** Stored data follows **
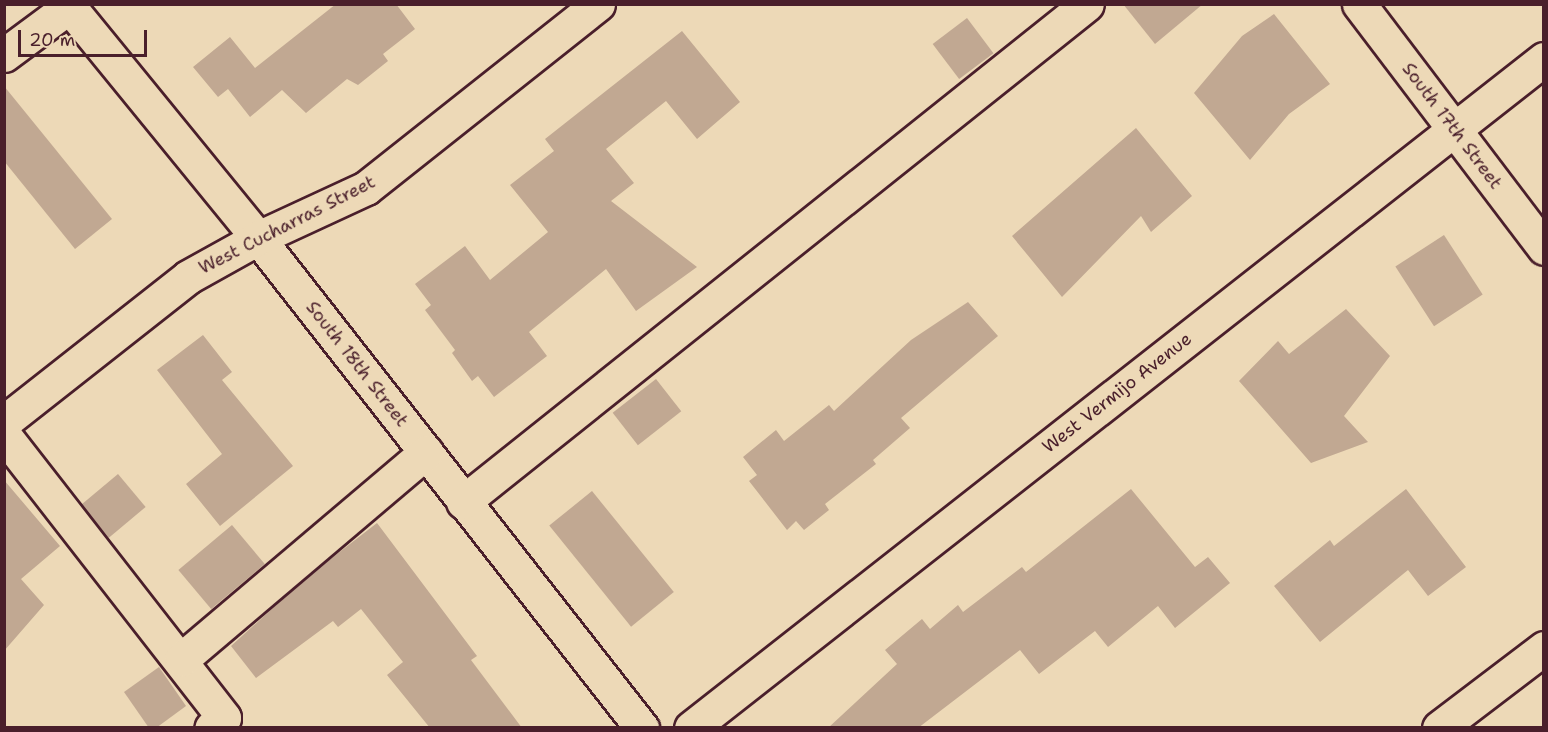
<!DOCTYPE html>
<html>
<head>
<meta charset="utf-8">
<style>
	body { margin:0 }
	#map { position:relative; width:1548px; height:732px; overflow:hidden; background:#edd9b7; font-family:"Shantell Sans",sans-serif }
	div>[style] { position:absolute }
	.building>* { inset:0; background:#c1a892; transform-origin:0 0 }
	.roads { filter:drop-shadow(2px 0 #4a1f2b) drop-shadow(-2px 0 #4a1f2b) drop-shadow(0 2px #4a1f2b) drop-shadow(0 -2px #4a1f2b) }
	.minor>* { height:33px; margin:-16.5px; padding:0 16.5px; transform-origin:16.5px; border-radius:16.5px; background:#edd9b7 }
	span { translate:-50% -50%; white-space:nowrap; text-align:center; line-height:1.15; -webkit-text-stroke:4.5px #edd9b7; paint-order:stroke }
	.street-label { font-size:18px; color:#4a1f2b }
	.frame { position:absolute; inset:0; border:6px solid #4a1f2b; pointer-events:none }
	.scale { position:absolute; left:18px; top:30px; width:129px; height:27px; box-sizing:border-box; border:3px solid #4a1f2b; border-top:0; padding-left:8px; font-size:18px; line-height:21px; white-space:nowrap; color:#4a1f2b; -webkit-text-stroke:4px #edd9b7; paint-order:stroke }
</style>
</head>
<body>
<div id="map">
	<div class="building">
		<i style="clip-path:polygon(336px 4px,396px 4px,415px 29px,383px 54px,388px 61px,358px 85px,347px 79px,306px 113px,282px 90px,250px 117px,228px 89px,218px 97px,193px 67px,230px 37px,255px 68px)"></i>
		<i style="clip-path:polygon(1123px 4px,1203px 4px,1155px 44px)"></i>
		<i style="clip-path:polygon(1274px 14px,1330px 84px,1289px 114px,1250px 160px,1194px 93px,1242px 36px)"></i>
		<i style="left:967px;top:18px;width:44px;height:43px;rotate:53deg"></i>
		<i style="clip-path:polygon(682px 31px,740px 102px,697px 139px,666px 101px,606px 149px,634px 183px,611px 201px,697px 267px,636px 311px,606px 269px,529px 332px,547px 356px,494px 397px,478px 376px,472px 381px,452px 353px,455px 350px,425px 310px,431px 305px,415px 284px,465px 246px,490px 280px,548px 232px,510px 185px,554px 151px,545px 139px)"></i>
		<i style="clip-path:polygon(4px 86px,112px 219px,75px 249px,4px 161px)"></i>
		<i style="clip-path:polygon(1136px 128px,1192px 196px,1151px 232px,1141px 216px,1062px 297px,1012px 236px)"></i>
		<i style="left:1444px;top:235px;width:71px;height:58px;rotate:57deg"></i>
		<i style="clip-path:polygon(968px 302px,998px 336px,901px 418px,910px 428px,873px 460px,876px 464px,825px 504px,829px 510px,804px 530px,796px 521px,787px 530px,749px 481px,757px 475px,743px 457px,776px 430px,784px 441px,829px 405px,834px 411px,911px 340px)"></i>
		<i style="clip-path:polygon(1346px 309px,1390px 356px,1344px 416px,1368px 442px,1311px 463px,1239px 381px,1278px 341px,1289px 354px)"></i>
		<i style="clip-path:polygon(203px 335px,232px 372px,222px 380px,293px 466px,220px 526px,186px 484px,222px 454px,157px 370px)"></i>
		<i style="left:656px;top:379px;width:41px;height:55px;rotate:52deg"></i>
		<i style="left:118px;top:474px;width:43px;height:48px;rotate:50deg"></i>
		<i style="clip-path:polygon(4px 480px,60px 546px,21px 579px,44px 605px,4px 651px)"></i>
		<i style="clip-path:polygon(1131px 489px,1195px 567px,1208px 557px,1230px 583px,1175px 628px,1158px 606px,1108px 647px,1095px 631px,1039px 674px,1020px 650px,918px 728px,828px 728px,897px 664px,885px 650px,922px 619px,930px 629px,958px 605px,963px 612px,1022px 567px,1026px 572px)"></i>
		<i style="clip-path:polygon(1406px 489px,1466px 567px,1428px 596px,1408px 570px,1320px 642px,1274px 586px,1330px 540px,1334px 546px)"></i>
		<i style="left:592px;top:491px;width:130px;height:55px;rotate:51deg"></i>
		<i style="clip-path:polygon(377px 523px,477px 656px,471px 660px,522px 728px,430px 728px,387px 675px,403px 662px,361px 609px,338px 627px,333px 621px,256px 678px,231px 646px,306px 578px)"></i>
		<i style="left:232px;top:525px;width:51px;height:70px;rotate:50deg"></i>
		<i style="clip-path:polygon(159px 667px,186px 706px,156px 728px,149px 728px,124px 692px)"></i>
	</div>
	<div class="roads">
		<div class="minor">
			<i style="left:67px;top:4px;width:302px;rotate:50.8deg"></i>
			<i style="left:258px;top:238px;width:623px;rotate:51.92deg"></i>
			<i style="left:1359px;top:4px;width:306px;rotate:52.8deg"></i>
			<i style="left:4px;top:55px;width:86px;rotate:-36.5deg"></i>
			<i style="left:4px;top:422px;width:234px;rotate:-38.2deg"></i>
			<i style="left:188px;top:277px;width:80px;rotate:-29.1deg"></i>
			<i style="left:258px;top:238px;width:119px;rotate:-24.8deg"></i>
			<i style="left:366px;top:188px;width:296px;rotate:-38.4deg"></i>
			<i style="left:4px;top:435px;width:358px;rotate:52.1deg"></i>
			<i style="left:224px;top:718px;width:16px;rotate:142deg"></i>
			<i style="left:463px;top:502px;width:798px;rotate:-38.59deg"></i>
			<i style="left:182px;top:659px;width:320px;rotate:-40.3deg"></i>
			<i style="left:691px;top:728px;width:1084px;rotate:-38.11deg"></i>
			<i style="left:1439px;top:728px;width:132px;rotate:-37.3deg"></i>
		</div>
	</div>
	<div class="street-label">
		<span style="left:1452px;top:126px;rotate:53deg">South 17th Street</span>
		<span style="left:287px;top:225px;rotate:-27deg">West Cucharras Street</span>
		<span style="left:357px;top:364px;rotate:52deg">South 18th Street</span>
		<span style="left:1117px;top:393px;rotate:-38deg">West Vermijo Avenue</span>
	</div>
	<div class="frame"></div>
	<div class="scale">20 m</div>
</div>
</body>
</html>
** End of Stored data **
What to work on –
Reproduce exactly the section above that begins at the line containing "height:33px; margin:-16.5px; padding:0" and ends at the line containing "translate:-50% -50%; white-space:nowrap;", leaving out all other lines.

Solution to this exercise –
	.minor>* { height:33px; margin:-16.5px; padding:0 16.5px; transform-origin:16.5px; border-radius:16.5px; background:#edd9b7 }
	span { translate:-50% -50%; white-space:nowrap; text-align:center; line-height:1.15; -webkit-text-stroke:4.5px #edd9b7; paint-order:stroke }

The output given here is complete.